Agenty’s Algolia integration allows you to automatically crawl your website pages to add them on your Algolia indices to create, re-create or refresh your custom search engine on schedule, or on-demand.
Algolia is a web search product company with SaaS pricing model, they have a track record of fastest and most relevant search engine available in the custom search engine market. If you want to add a search engine on your website or blog, Algolia is the way to go. Algolia is one such on-site search engine that provides more suitable and best search platform for your website
But they don’t crawl your website automatically as Google does to refresh the search engine and auto-index new pages, blog posts or products as soon as they are published on your site publicly.
So the problem with Algolia and almost every custom search tool is: You’d need to manually upload a CSV file, or write your own code to crawl your website pages, or pull content from database > then use Algolia’s open-source library to add those pages to your indices(search index) to make them searchable. That’s the pain!
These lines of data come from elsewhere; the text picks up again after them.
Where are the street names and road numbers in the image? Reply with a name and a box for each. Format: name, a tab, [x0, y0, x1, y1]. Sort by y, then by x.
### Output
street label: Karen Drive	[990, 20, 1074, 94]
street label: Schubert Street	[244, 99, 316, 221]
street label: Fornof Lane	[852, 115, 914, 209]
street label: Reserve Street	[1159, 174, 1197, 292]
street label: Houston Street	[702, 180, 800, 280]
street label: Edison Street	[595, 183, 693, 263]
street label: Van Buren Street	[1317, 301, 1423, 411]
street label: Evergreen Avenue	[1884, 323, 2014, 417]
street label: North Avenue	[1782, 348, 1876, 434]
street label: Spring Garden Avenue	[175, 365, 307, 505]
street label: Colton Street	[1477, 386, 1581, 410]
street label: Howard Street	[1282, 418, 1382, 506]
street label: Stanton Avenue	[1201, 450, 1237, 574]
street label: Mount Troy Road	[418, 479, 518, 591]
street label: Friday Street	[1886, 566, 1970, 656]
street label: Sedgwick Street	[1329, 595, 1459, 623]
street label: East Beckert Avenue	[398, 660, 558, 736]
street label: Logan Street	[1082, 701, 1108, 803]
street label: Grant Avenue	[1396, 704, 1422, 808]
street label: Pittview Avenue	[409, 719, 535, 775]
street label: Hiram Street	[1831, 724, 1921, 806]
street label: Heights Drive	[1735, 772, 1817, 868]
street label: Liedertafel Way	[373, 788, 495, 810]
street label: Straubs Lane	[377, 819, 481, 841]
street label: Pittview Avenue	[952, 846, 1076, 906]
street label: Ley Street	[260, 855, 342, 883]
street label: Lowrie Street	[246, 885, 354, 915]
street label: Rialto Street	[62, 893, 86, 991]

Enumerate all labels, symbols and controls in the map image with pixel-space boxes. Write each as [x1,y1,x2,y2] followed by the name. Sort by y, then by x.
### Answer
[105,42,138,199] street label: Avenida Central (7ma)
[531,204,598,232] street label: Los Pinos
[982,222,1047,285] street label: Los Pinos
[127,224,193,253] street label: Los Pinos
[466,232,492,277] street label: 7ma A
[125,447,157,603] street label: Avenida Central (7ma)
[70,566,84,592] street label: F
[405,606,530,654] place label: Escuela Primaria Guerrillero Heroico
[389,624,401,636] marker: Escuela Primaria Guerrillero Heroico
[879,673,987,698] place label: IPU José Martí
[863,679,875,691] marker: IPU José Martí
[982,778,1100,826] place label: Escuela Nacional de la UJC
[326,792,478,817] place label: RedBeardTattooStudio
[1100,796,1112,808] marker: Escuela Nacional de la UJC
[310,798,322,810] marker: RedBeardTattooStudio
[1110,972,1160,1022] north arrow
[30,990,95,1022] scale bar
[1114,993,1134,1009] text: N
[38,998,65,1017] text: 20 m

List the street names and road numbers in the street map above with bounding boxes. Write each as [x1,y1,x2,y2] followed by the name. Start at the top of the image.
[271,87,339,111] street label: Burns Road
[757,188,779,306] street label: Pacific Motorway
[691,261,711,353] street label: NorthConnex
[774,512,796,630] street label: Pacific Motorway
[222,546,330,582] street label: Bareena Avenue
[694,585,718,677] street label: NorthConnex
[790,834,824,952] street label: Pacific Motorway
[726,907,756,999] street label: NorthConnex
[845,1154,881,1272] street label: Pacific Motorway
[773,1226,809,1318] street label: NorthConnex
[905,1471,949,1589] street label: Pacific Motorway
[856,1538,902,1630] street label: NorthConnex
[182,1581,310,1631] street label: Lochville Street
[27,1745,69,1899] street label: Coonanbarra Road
There comes Agenty to solve that problem! Our Algolia integration allows you to:
- Automatically crawl your website on-demand, on schedule or via API
- Extract fields of choice: Like
title
,canonical
,html_body
,description
,crawled_at
etc. - Crawl HTML sitemaps, RSS, JSON or XML feeds to make a workflow of steps. For example — Scrape sitemap first with web scraping agent #1 then each page details using agent #2
- Schedule the crawler to run it daily, weekly etc.
- Send the agent result to your Algolia indices to refresh the indices
Prerequisites
- Agenty professional or higher plan to get access of Algolia plugin
- Algolia account to get your
application_id
, andapi_key
to authorize Agenty to connect to your indices
Algolia API Key
- Login to your Algolia account
- Go to API Keys page
- Copy the application id and admin API key
- This application id and API key will be used by Agenty to authenticate and connect to your Algolia account to add, update objects in indices
Setup your web crawler
Setting up a crawler is easy using our Chrome extension available on Chrome store. You can just go to the website page you want to scrape and add the field of your choice by clicking on the elements to generate selector or write manually if you know how CSS selector works. See this detailed article to learn how to create a scraping agent or video tutorial here.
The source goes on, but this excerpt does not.